On October 16 and 17, the ScatteredLAPSUS$Hunters Telegram channel repeatedly violated Telegram’s TOS by leaking personal information on people — and in this case, information on employees of the Department of Justice (DOJ/FBI), U.S. Attorneys Office (DOJ/USAO), the Department of Homeland Security (DHS), and the Federal Aviation Authority (FAA).
DataBreaches did not report on it at the time precisely because the files were still exposed. Instead, DataBreaches contacted Telegram to inquire why the channel hadn’t been banned again for leaking sensitive information about government employees. Today, DataBreaches received a response from Telegram, stating that the channel had been removed for breaching their TOS. They added:
Publishing private information (doxing) is explicitly forbidden by Telegram’s terms of service, and such content is removed whenever discovered. Moderators empowered with custom AI tools proactively monitor public parts of the platform and accept reports to remove millions of pieces of harmful content each day, including doxing.
Daily stats and more details about Telegram’s moderation here: Telegram.org/moderation.
But how many people accessed and downloaded the four .csv files before the channel was banned? How many sites reported on the leak while the files were still exposed? DataBreaches is aware of one popular site that did report on the leak quickly, while the files would still be freely accessible to everyone.
Types of Information
The .csv file with information on FBI employees contained 174 entries with employees’ email addresses, first and last names, phone numbers, and postal addresses. The entries did not reveal what the individuals’ titles or roles were or are. DataBreaches did not check every entry, but a random sample checked did find current or former agents with those names. The addresses and phone numbers appeared to be mainly work-related.
The .csv file for USAO employees contained 197 entries with the same kinds of information. Spot checks of the names revealed that not everyone in the file was an attorney; some had other roles in the department.
The .csv file for Homeland Security contained 680 entries from different parts of the Department of Homeland Security, such as Federal Emergency Management Agency (FEMA), Customs & Border Protection (CBP), Citizenship & Immigration (USCIS), Transportation Security Administration (TSA), the U.S. Secret Service (USSS), and Immigration & Customs Enforcement (ICE). The data included the same kinds of information as the previous spreadsheets, and a spot check of some addresses revealed that some employees may have listed home addresses and not work addresses.

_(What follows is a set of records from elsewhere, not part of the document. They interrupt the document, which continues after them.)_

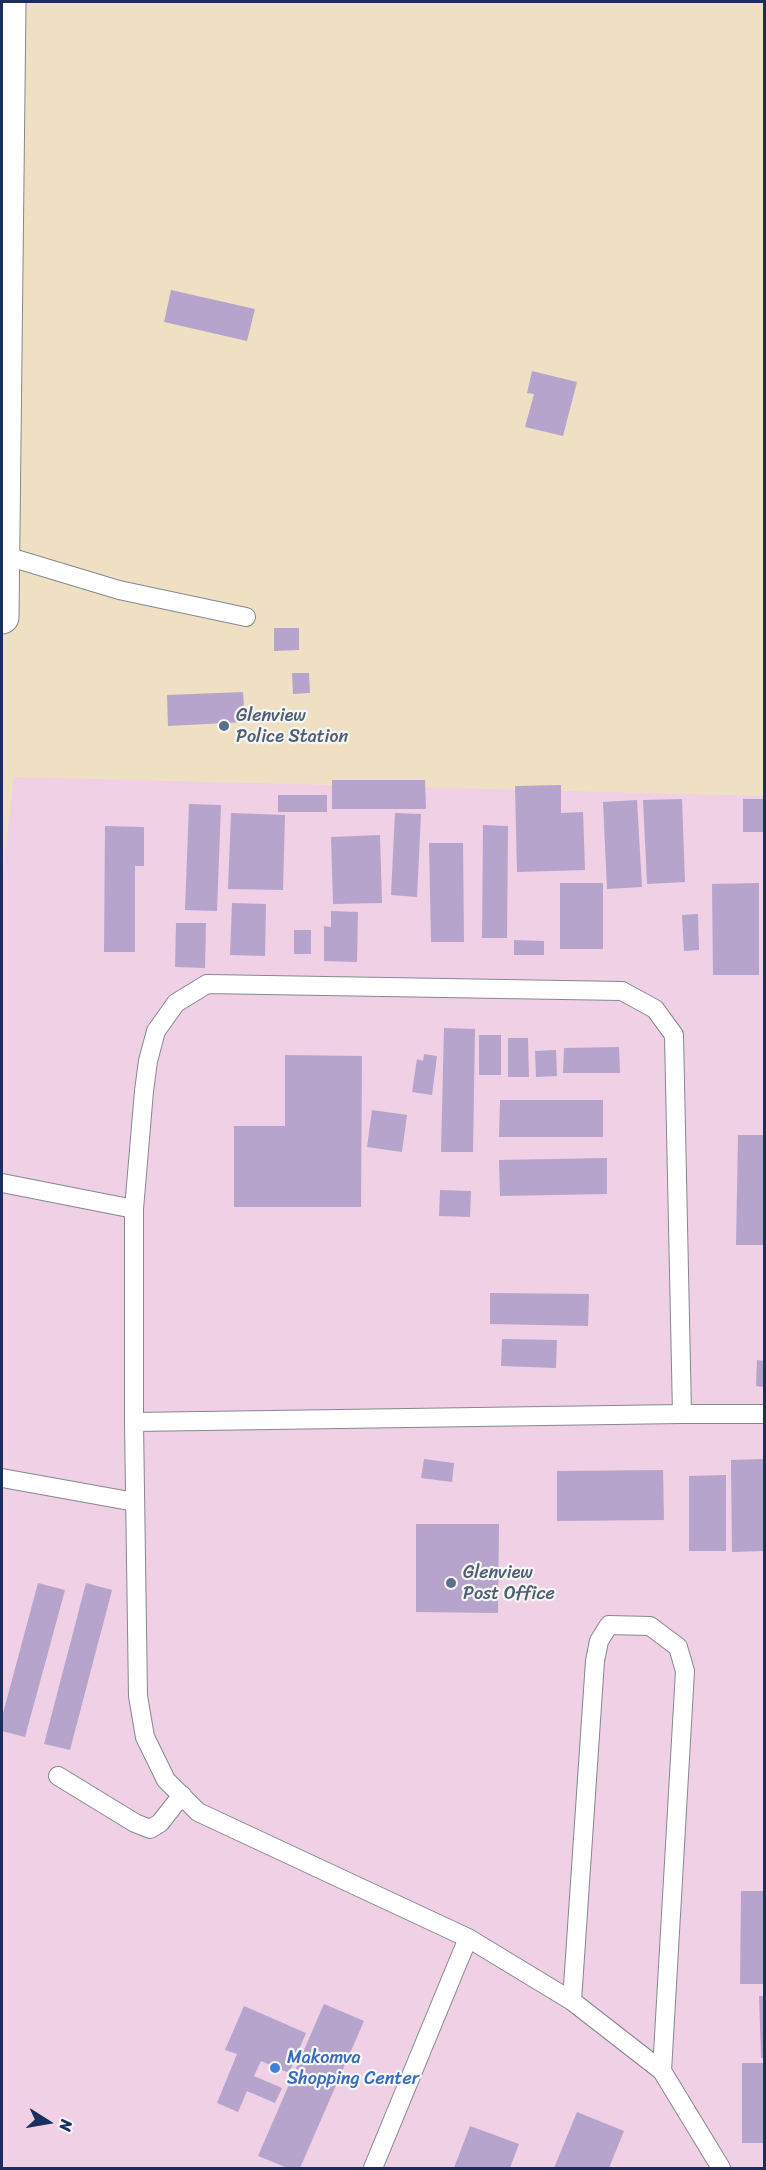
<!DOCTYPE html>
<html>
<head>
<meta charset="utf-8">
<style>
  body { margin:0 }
  #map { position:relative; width:766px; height:2170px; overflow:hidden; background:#efe0c3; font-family:Sriracha,sans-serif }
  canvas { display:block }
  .frame { position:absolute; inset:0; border:3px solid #1b2f5e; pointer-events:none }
  .north { position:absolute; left:18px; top:2092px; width:60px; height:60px; -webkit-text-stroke:4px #f6f6f2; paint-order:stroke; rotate:101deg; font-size:16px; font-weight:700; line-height:24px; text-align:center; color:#1b2f5e }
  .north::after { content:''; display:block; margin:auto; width:21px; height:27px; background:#1b2f5e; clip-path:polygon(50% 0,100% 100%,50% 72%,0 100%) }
</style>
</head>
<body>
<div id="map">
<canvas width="766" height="2170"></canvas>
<div class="frame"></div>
<div class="north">N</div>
</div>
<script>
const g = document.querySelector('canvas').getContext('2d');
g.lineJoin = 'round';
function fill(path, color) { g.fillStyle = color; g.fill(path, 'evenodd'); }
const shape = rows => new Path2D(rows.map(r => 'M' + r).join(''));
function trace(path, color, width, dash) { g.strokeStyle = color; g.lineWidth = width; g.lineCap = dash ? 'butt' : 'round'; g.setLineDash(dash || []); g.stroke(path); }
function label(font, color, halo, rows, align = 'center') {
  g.font = font + ' Sriracha,sans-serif'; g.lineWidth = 4.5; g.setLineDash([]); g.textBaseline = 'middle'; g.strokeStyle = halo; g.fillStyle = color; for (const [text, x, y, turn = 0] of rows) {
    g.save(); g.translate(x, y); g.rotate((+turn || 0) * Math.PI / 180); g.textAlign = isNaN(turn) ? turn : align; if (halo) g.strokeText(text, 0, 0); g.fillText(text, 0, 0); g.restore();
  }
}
fill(shape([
  [14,777,764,796,764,2168,2,2168,2,875]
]), '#efd0e5');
fill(shape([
  [171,290,255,309,247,341,164,322],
  [532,371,577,382,563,436,525,427,534,394,527,393],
  [274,628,299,628,299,650,274,651],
  [292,673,309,673,310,693,293,694],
  [243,692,245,722,168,726,167,695],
  [332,780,425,780,426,809,332,809],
  [561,785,561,813,583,812,585,870,517,872,515,786],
  [278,795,327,795,327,812,278,812],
  [682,799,685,882,647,884,643,800],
  [743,799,764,799,764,832,743,832],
  [637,800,642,887,607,889,603,802],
  [189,804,221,805,217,911,185,910],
  [231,813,285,815,283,890,228,889],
  [395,813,421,814,417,897,391,895],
  [483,825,508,826,507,938,482,938],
  [105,826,144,827,144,866,135,866,135,952,104,952],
  [380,835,382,903,333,904,331,837],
  [429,843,463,843,464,942,431,942],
  [560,883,603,883,603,949,560,949],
  [759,883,759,975,713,975,712,884],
  [232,903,266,904,265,956,230,955],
  [331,911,358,912,357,962,324,961,324,926,331,927],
  [698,914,699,950,684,951,682,915],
  [176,923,206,923,205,968,175,967],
  [294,930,311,930,311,954,294,954],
  [514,940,544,941,544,955,514,955],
  [444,1028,475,1029,473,1152,441,1152],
  [479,1035,501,1035,501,1075,479,1075],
  [508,1038,528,1038,529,1077,508,1077],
  [619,1047,620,1073,563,1073,564,1048],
  [556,1050,557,1076,536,1077,535,1051],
  [424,1054,437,1056,432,1095,412,1092,417,1059,423,1061],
  [285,1055,362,1056,361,1207,234,1207,234,1126,285,1126],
  [500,1100,603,1100,603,1137,499,1137],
  [372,1110,407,1115,402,1152,367,1147],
  [738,1135,764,1135,764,1245,736,1245],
  [607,1158,607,1194,500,1196,499,1160],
  [440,1190,471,1191,470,1217,439,1216],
  [490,1293,589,1294,588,1326,490,1324],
  [502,1339,557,1340,556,1368,501,1366],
  [757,1360,764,1361,764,1387,756,1386],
  [424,1459,454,1463,452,1482,421,1478],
  [764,1459,764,1551,732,1552,731,1460],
  [663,1470,664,1520,557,1521,557,1471],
  [726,1475,726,1551,689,1551,689,1476],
  [416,1524,499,1524,498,1613,416,1612],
  [38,1583,65,1590,25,1737,2,1731,2,1717],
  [86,1583,112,1590,70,1750,44,1744],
  [741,1891,764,1891,764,1984,740,1984],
  [759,1996,764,1996,764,2058,761,2058],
  [324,2004,364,2021,300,2168,288,2168,258,2156],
  [244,2006,306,2033,289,2073,261,2061,254,2076,282,2088,275,2103,247,2091,238,2112,217,2103,237,2054,225,2050],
  [742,2063,764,2063,764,2143,742,2143],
  [577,2112,624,2131,609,2168,554,2168],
  [470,2126,519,2144,510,2168,454,2168]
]), '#b6a4cc');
const service = shape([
  [3,555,119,590,246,617],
  [2,1183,134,1209],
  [682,1414,764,1414],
  [134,1422,682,1414,674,1035,655,1009,622,991,207,984,176,1003,156,1031,148,1061,144,1091,134,1209,134,1422,138,1696,145,1737,166,1780,198,1812,468,1938,572,2001,662,2071,721,2168],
  [2,1478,135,1502],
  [58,1776,135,1823,150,1829,160,1823,182,1795],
  [572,2001,595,1661,599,1641,609,1625,650,1626,678,1647,685,1671,662,2071],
  [373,2168,468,1938]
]);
const tertiary = shape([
  [2,617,9,2]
]);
trace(service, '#858890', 20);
trace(tertiary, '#858890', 35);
trace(service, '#fff', 18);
trace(tertiary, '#fff', 33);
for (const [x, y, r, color] of [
  [224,726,6,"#5c6f8a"],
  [451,1583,6,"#5c6f8a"],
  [275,2068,6,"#3f7fe0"]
]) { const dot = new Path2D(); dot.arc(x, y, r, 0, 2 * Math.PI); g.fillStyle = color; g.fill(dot); trace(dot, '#f6f6f2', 2); }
label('18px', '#4e5e75', '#f6f6f2', [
  ["Glenview",236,716],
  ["Police Station",236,737],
  ["Glenview",463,1573],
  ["Post Office",463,1594]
], 'left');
label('18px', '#366cbe', '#f6f6f2', [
  ["Makomva",287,2058],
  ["Shopping Center",287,2079]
], 'left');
</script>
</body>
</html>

The .csv file with data from FAA employees contained 416 entries with the same types of information.
None of the files seemed to have any internal organization. Entries were not sorted by state or alphabetically by name, and none included the individual’s title or date of hire. It is not clear what the source of those files might be and whether they had ever been leaked before.
DataBreaches emailed DOJ/FBI, DHS, ICE, and CBP to ask whether employees were being notified of this incident. An auto-reply was received from CBP that indicated that the inquiry would be addressed on the next business day (M-F). This post will be updated if we get any replies.
Update 1: On Sunday, a DHS spokesperson responded to our email with: “DHS is investigating this matter.”
Update 2: On Monday, a DOJ spokesperson responded to our email with: “No comment, thanks.”